Former CIA head ties oil, terror

Feb. 25, 2010, 1:02 a.m.

Former head of the Central Intelligence Agency Jim Woolsey ’63 spoke Wednesday afternoon to a packed auditorium at Stanford Law School about the challenges that the future generation of policy makers will face in the Middle East.

Woolsey pointed to the religious influence in the region as a key to understanding its deep-seated conflicts. He said the separation of mosque and state has eroded in the region during recent decades, a development which has had far-reaching consequences due to certain aspects of Muslim doctrine.

“Shiite Muslims think they have to work hard to make their savior return to earth,” Woolsey said. “They believe they need to dominate the Middle East and kill lots of people, and that if they can just kill enough people, then [he will] return to earth and they will go to heaven and we will go to hell.”

“These are not cynics we are dealing with here,” he added. “These are honest fanatics. These are true believers.”

Woolsey underpinned his assessment of the region’s political situation by pointing out that eight of the nine top oil-exporting countries in the world are dictatorships or autocracies, as well as every single nation in the world that depends on oil for two-thirds or more of its national income (22 countries in total). He explained these facts by alluding to what he called the “oil curse.”

“If you have a country that is an dictatorship, controlled by a very small group of people, and it comes into possession of a valuable commodity, then even though that country is getting richer, it’s not getting richer in any meaningful way that builds up a prosperous, enfranchised middle class and paves the way for democracy,” Woolsey said. “That added economic rent only enhances the wealth and the power of those few people, consolidating power in their hands.”

This wealth is put to uses that “are not in pretty much anyone’s best interest,” he said.

“By and large, it is oil money that is funding the madrasas that teaches little boys that becoming suicide bombers is a good, reasonable life choice for them,” Woolsey said. “Next time you go to a filling station, you will know where that money is coming from. So, to put it mildly, we are paying for both sides of this war on terrorism.”

While conceding that the Middle East conflict has no single solution, Woolsey stressed the importance of reducing world dependence on oil. He outlined several specific steps to be taken toward accomplishing this goal, including the increased electrification of transportation — notably, plug-in hybrid cars — and the use of advanced biofuels.
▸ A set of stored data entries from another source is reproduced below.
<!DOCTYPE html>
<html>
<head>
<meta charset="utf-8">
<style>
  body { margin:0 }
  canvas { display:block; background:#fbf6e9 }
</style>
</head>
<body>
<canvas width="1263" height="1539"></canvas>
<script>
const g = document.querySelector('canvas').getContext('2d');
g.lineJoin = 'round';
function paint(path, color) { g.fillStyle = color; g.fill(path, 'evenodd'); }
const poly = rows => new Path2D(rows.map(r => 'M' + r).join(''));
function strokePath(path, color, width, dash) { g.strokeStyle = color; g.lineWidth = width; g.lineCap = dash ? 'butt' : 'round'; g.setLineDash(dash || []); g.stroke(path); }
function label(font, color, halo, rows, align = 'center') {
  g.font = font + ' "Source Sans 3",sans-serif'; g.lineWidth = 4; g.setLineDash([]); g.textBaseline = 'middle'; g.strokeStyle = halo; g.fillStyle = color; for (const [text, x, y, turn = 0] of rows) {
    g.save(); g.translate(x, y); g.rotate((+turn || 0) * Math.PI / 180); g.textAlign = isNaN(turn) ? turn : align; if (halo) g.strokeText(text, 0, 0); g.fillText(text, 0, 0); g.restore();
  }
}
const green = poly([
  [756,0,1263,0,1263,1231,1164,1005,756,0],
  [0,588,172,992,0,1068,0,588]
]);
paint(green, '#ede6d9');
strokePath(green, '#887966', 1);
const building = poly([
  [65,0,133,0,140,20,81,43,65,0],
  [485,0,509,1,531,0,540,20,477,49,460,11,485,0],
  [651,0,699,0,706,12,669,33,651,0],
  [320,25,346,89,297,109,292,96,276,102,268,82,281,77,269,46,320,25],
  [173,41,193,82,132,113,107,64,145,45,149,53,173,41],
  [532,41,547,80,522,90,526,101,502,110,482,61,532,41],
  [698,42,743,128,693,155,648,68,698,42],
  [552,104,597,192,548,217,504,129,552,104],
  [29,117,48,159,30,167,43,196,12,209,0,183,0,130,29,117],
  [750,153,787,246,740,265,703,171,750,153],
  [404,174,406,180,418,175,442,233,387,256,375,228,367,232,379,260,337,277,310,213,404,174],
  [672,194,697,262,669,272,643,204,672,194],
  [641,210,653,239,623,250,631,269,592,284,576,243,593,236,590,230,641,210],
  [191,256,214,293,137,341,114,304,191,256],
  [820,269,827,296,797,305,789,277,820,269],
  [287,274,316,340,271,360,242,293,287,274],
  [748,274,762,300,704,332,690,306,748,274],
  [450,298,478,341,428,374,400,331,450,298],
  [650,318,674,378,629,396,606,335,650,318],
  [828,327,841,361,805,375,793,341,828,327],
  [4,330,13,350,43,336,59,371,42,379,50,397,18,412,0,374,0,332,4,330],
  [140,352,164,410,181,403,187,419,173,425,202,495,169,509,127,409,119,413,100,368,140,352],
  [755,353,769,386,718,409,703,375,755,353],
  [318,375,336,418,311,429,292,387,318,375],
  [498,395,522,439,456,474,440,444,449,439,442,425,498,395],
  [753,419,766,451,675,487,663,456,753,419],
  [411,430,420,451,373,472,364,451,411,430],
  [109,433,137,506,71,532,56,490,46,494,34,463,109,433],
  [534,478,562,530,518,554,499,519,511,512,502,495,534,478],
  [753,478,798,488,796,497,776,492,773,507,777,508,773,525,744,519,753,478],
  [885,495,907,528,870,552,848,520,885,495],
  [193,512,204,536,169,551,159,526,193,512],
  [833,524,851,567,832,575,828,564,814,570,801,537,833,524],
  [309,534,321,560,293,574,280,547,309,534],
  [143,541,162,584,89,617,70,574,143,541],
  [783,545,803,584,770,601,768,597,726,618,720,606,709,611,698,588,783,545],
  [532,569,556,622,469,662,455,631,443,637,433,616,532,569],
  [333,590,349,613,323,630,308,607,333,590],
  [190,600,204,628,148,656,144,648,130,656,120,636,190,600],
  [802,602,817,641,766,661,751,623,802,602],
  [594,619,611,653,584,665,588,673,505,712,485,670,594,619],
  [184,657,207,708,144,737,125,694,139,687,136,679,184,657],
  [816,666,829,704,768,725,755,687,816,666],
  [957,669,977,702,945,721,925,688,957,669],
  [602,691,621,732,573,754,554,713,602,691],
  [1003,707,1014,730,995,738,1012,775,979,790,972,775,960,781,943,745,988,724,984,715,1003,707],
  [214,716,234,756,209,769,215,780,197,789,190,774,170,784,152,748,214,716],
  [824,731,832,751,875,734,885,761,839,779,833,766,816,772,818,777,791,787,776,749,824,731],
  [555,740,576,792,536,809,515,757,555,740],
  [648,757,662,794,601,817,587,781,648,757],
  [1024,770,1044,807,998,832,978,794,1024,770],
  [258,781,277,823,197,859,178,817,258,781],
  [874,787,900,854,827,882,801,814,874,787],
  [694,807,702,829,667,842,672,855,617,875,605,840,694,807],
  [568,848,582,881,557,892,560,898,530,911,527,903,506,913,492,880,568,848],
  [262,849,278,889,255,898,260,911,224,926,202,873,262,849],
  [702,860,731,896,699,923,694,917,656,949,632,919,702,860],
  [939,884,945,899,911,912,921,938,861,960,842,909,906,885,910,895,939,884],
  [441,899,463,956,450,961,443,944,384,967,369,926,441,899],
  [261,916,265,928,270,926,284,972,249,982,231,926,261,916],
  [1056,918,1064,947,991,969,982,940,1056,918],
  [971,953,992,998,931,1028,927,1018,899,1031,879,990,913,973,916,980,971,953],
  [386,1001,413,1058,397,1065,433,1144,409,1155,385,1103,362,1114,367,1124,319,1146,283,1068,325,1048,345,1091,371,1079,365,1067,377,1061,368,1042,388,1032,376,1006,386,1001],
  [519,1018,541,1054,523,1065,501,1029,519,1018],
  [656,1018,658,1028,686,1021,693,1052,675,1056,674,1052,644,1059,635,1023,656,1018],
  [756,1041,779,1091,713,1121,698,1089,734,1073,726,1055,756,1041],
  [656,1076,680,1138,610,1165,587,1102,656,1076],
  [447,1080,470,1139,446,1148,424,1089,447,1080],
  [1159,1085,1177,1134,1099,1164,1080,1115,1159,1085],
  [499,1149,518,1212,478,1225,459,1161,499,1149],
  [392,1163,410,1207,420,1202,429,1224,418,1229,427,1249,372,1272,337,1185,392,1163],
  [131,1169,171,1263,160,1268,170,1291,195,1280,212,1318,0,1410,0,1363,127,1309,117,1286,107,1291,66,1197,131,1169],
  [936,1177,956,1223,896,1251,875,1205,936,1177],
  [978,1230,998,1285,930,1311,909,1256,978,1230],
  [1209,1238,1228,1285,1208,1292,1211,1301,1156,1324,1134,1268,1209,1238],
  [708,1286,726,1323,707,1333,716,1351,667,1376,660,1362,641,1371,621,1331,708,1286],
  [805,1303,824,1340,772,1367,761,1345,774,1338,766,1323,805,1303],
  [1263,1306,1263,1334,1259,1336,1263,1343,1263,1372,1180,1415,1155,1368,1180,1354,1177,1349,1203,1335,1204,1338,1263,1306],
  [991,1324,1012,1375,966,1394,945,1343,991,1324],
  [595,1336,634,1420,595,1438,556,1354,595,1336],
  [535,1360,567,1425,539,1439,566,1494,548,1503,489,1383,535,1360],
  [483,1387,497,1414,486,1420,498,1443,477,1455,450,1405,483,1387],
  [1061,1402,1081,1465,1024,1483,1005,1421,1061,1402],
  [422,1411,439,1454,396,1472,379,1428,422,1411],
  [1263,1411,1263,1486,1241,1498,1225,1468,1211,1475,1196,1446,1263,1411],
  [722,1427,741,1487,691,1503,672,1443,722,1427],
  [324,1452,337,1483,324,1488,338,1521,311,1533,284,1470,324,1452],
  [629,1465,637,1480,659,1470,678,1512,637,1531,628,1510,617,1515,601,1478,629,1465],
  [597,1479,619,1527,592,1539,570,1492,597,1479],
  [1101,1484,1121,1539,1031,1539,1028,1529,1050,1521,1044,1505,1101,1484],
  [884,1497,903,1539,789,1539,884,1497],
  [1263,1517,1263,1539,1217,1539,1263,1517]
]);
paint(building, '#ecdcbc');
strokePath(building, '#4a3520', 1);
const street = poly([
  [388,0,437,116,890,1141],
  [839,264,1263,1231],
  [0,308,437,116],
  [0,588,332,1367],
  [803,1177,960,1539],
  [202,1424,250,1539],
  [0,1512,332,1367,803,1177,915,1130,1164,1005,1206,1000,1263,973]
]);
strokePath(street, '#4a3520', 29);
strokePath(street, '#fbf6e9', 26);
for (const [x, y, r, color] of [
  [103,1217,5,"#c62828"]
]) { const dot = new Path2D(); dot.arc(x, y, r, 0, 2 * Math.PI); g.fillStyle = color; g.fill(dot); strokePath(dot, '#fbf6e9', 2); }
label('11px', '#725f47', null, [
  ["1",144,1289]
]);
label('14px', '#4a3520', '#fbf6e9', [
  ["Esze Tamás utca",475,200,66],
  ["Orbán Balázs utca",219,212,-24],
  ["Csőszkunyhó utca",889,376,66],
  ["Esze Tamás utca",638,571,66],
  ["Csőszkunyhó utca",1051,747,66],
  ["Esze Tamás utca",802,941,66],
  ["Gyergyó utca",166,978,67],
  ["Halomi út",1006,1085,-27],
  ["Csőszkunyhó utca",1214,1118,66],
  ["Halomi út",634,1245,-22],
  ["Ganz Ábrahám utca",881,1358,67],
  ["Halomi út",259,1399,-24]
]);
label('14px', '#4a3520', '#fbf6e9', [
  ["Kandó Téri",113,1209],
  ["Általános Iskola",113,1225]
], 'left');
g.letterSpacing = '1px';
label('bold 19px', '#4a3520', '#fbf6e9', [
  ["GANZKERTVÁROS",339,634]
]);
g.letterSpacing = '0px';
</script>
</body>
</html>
“Within a decade, we should be able to make a very substantial dent in our oil dependence,” Woolsey said.

Woolsey illustrated the broad logic of his outlined strategy by drawing an analogy to salt’s role over the course of human history.
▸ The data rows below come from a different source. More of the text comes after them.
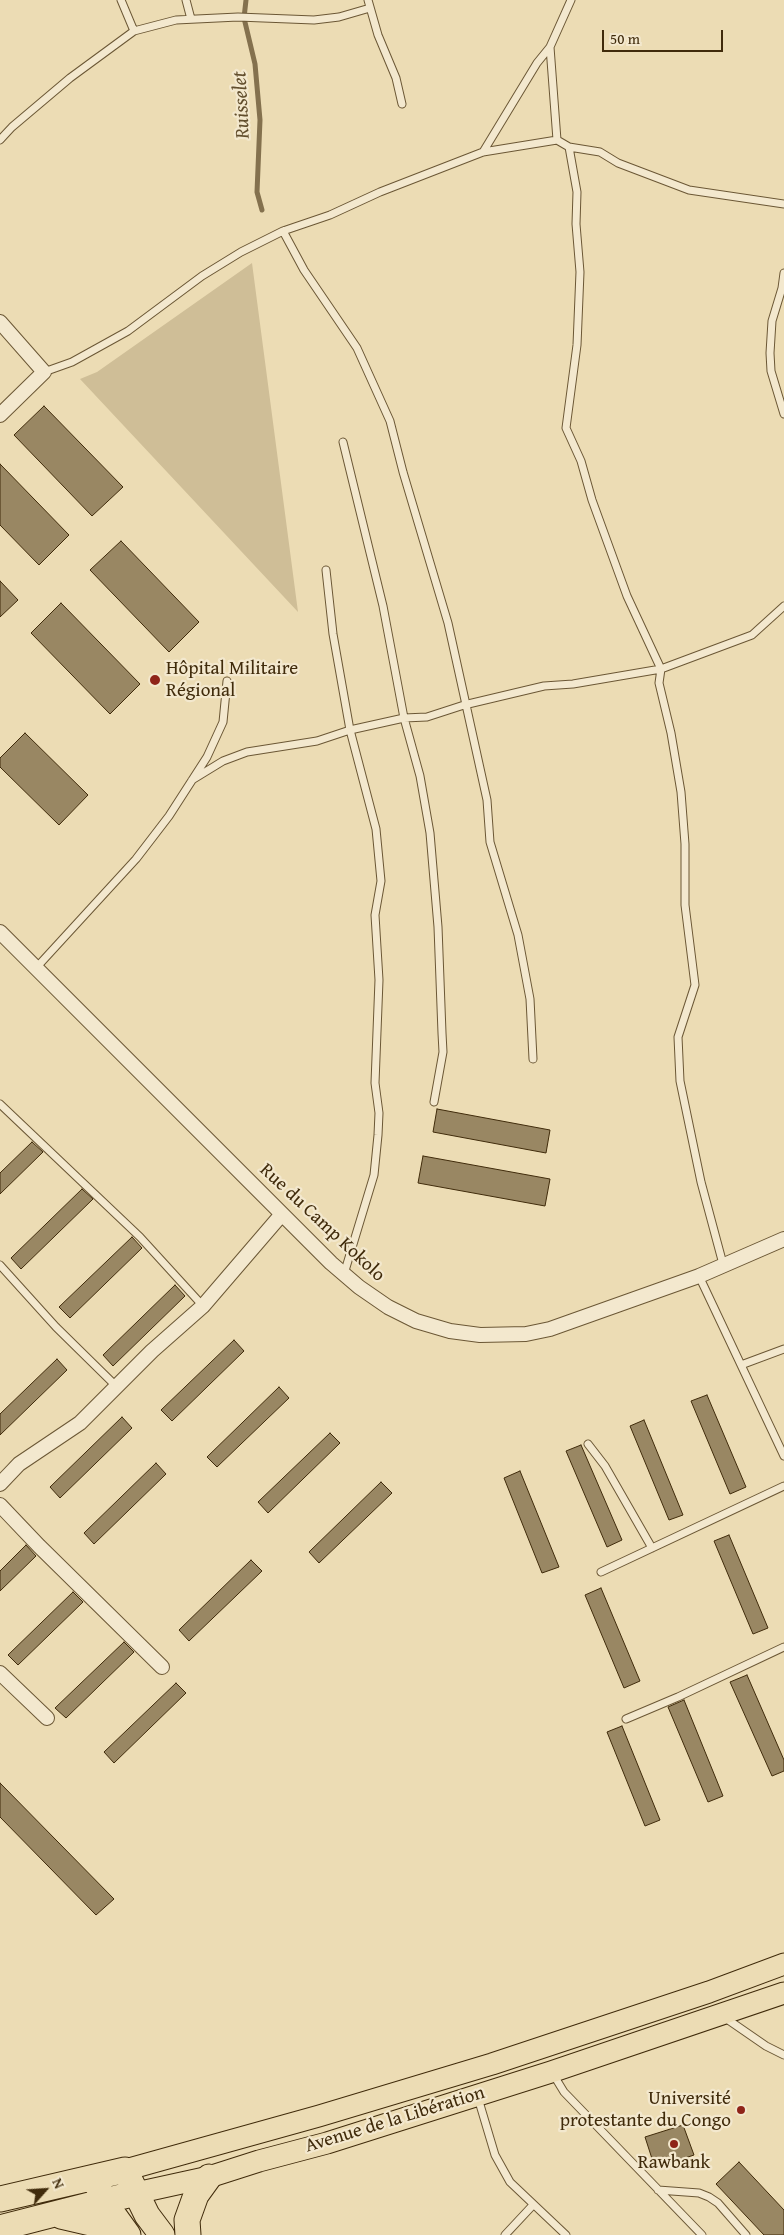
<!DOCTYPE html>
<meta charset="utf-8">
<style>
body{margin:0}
#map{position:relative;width:784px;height:2235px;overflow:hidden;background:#ecdcb4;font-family:"Gentium Book Plus",serif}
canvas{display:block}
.north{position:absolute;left:20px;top:2165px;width:50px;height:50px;-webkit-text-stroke:4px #f3e8ce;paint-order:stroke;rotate:64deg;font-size:14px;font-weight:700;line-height:20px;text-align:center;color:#402b0b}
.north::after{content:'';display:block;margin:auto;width:18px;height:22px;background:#402b0b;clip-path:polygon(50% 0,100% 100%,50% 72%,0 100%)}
.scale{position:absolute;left:602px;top:30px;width:121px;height:22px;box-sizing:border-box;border:2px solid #402b0b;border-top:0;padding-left:6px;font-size:15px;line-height:18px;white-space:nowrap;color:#402b0b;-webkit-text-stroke:4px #f3e8ce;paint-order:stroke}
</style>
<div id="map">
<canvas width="784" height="2235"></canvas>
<div class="north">N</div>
<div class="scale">50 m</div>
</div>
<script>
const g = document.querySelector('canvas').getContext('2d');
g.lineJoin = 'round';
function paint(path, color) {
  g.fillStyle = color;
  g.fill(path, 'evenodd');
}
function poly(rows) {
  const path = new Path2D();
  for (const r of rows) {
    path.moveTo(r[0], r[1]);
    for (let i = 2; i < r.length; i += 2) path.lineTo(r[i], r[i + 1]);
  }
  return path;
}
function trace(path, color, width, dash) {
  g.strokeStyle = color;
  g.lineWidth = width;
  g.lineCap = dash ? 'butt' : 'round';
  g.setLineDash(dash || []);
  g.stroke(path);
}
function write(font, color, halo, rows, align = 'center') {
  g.font = font + ' "Gentium Book Plus",serif';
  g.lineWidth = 4.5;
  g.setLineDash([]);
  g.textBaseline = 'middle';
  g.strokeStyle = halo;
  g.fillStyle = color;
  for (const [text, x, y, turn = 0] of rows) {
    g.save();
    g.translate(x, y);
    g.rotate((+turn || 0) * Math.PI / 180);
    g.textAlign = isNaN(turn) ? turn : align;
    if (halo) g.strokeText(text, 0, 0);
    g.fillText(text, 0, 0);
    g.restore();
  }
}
const green = poly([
 [252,263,298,612,80,379,97,372]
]);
const stream = poly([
 [246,0,244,18,255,64,260,120,257,192,262,210]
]);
const building = poly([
 [44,406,123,487,92,516,14,435,44,406],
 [0,464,69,535,39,565,0,525,0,464],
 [121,541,199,622,169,652,90,570,121,541],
 [0,581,18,600,0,617,0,581],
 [61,603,140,684,110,714,31,633,61,603],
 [25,733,88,795,59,825,0,767,0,758,25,733],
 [437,1109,550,1130,546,1153,433,1132,437,1109],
 [32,1142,43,1152,0,1194,0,1173,32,1142],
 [423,1156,550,1179,545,1206,418,1183,423,1156],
 [82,1189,93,1199,21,1269,11,1258,82,1189],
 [132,1237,142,1248,70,1318,59,1307,132,1237],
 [175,1285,185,1296,113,1366,103,1355,175,1285],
 [234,1340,244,1351,172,1421,161,1410,234,1340],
 [57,1359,67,1370,0,1435,0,1414,57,1359],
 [279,1387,289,1398,217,1467,207,1457,279,1387],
 [707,1395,746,1487,730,1494,691,1401,707,1395],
 [122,1417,132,1428,60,1498,50,1487,122,1417],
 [644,1420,683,1515,669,1520,630,1426,644,1420],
 [330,1433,340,1443,268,1513,258,1502,330,1433],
 [581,1445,622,1540,607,1547,566,1451,581,1445],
 [156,1463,166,1474,94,1544,84,1533,156,1463],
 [520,1471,559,1567,542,1573,504,1478,520,1471],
 [381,1482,392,1493,319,1563,309,1552,381,1482],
 [729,1535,768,1628,753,1634,714,1541,729,1535],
 [26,1545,36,1556,0,1591,0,1571,26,1545],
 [251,1560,262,1571,189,1641,179,1630,251,1560],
 [601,1588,640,1681,624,1688,585,1595,601,1588],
 [73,1592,83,1602,18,1665,8,1655,73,1592],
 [124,1642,134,1652,66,1718,55,1708,124,1642],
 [747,1675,784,1760,784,1771,772,1776,730,1682,747,1675],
 [176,1683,186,1693,114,1763,104,1752,176,1683],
 [684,1700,723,1796,708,1802,668,1707,684,1700],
 [622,1726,660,1820,645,1826,607,1732,622,1726],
 [0,1783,114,1899,96,1915,0,1817,0,1783],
 [683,2125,694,2155,655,2168,645,2137,683,2125],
 [739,2162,784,2210,784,2235,764,2235,716,2184,739,2162]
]);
const lane = poly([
 [121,0,134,31],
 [186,0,191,19],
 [368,0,378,35,396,78,402,104],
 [550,47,557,140],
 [0,140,12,127,70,78,134,31,176,20,238,17,314,20,339,17,370,8],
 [569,147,577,192,576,224,580,272,577,345,566,428,581,461,592,500,627,596,661,669,659,683,671,733,681,792,685,844,685,905,695,985,678,1037,680,1081,701,1182,723,1264],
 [483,152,537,63,550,47,571,0],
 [283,231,304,270,357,348,390,421,403,472,448,623,487,800,490,842,518,935,530,999,533,1059],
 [784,273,782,288,772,321,770,353,771,371,784,414],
 [44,372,72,362,128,331,202,276,241,252,283,231,330,215,380,192,483,152,557,140,569,147,600,152,618,163,689,190,784,204],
 [343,442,383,606,404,718,420,776,430,833,438,927,442,1033,443,1052,434,1102],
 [326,570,333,634,350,730,376,829,381,881,375,915,379,980,375,1083,379,1113,378,1135,374,1175,344,1274],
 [192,780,223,761,247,752,317,741,350,730,404,718,427,717,464,705,544,686,573,684,661,669,752,635,784,606],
 [36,968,136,859,169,816,207,757,223,722,227,681],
 [0,1104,140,1237,203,1306],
 [0,1265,56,1327,116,1386],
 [699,1276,784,1456],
 [741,1365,784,1349],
 [588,1444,605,1466,652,1548],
 [601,1572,784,1486],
 [626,1719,678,1697,784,1647],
 [724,2017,766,2046,784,2055],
 [553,2074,564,2092,702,2235],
 [478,2098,495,2155,510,2182,566,2235],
 [658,2190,699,2193,709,2197,718,2203,746,2235],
 [505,2235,533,2205]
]);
const street = poly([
 [0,322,44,372,0,415],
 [0,932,331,1263,359,1287,388,1307,416,1321,450,1331,480,1335,526,1334,550,1329,699,1276,784,1239],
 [0,1484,19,1464,80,1423,152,1351,203,1306,282,1214],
 [0,1505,39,1546,162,1667],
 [0,1673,47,1718]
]);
const primary = poly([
 [125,2170,319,2116,492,2064,709,1992,784,1964],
 [136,2193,209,2177,259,2161,327,2143,551,2072,784,1993]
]);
const highway = poly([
 [99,2189,105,2203,128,2235],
 [0,2199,125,2170,147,2215,162,2235],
 [61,2216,95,2224,114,2235],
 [0,2228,136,2193],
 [188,2235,187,2220,196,2195,209,2177]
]);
const markers = [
 [155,680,6,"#8f2418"],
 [741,2110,5,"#8f2418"],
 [674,2144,5,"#8f2418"]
];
const poiNames = [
 ["Hôpital Militaire",166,669],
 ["Régional",166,691],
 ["Université",731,2099,"right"],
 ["protestante du Congo",731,2121,"right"],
 ["Rawbank",674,2163,"center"]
];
const streetNames = [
 ["Rue du Camp Kokolo",322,1223,43],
 ["Avenue de la Libération",395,2120,-17]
];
const waterNames = [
 ["Ruisselet",242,105,-93]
];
paint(green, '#cfbe97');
trace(stream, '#84714e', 5);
paint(building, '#998763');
trace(building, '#402b0b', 1);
trace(lane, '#6b5735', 9);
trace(street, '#6b5735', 16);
trace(primary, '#402b0b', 23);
trace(highway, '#402b0b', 27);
trace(lane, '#f3e8ce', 7);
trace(street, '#f3e8ce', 14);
trace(primary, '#ecdcb4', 21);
trace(highway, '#ecdcb4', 25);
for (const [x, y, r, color] of markers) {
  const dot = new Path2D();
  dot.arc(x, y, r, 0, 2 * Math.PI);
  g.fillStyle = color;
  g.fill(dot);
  trace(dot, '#f3e8ce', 2);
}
write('19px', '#402b0b', '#f3e8ce', poiNames, 'left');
write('19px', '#402b0b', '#f3e8ce', streetNames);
write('italic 20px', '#624e2d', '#f3e8ce', waterNames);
</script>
“Salt used to be a strategic commodity,” Woolsey explained. “A country could lord it over its neighbors if it possessed salt and its countries didn’t. Then, with the 20th century came electric grids and refrigerators, and salt was no longer needed to preserve meat. It was destroyed as a strategic commodity. We should be trying to turn oil into salt. We should be trying to make oil boring.”

Woolsey received his B.A. from Stanford in 1963 and his LLB from Yale Law School in 1968 after studying as a Rhodes Scholar at Oxford University. He has served in numerous positions in the federal government over the decades, in both Republican and Democrat administrations. In recent years, he has emerged as a leader of the movement for U.S. energy independence.

Some audience members were impressed by Woolsey’s analysis.

“By putting the energy question and the importance of finding alternative sources of energy in the context of the political conflicts occurring in the Middle East, Mr. Woolsey made clear how interconnected a lot of the biggest problems our society currently faces are,” said Teddy Steinkellner ’11.